**What you should do**
When you reach the entries, transcribe each one exactly.

Saved data entries
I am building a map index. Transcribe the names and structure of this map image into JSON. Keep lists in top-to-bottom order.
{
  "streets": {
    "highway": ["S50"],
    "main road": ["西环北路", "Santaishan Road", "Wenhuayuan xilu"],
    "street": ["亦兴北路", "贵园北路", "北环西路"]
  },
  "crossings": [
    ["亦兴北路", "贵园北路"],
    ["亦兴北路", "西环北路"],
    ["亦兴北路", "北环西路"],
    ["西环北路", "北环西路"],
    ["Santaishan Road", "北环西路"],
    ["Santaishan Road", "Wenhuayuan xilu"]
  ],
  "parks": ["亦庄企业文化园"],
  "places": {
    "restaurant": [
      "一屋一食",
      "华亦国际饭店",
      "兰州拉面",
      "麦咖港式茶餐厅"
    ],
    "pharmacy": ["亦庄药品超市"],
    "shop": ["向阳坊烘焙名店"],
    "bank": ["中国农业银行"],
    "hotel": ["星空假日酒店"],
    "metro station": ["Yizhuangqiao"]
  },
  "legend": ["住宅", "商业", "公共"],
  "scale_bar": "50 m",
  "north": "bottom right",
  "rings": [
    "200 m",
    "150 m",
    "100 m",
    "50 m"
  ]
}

**Answer box**
I am building a map index. Transcribe the names and structure of this map image into JSON. Keep lists in top-to-bottom order.
{
  "streets": {
    "highway": ["S50"],
    "main road": ["西环北路", "Santaishan Road", "Wenhuayuan xilu"],
    "street": ["亦兴北路", "贵园北路", "北环西路"]
  },
  "crossings": [
    ["亦兴北路", "贵园北路"],
    ["亦兴北路", "西环北路"],
    ["亦兴北路", "北环西路"],
    ["西环北路", "北环西路"],
    ["Santaishan Road", "北环西路"],
    ["Santaishan Road", "Wenhuayuan xilu"]
  ],
  "parks": ["亦庄企业文化园"],
  "places": {
    "restaurant": [
      "一屋一食",
      "华亦国际饭店",
      "兰州拉面",
      "麦咖港式茶餐厅"
    ],
    "pharmacy": ["亦庄药品超市"],
    "shop": ["向阳坊烘焙名店"],
    "bank": ["中国农业银行"],
    "hotel": ["星空假日酒店"],
    "metro station": ["Yizhuangqiao"]
  },
  "legend": ["住宅", "商业", "公共"],
  "scale_bar": "50 m",
  "north": "bottom right",
  "rings": [
    "200 m",
    "150 m",
    "100 m",
    "50 m"
  ]
}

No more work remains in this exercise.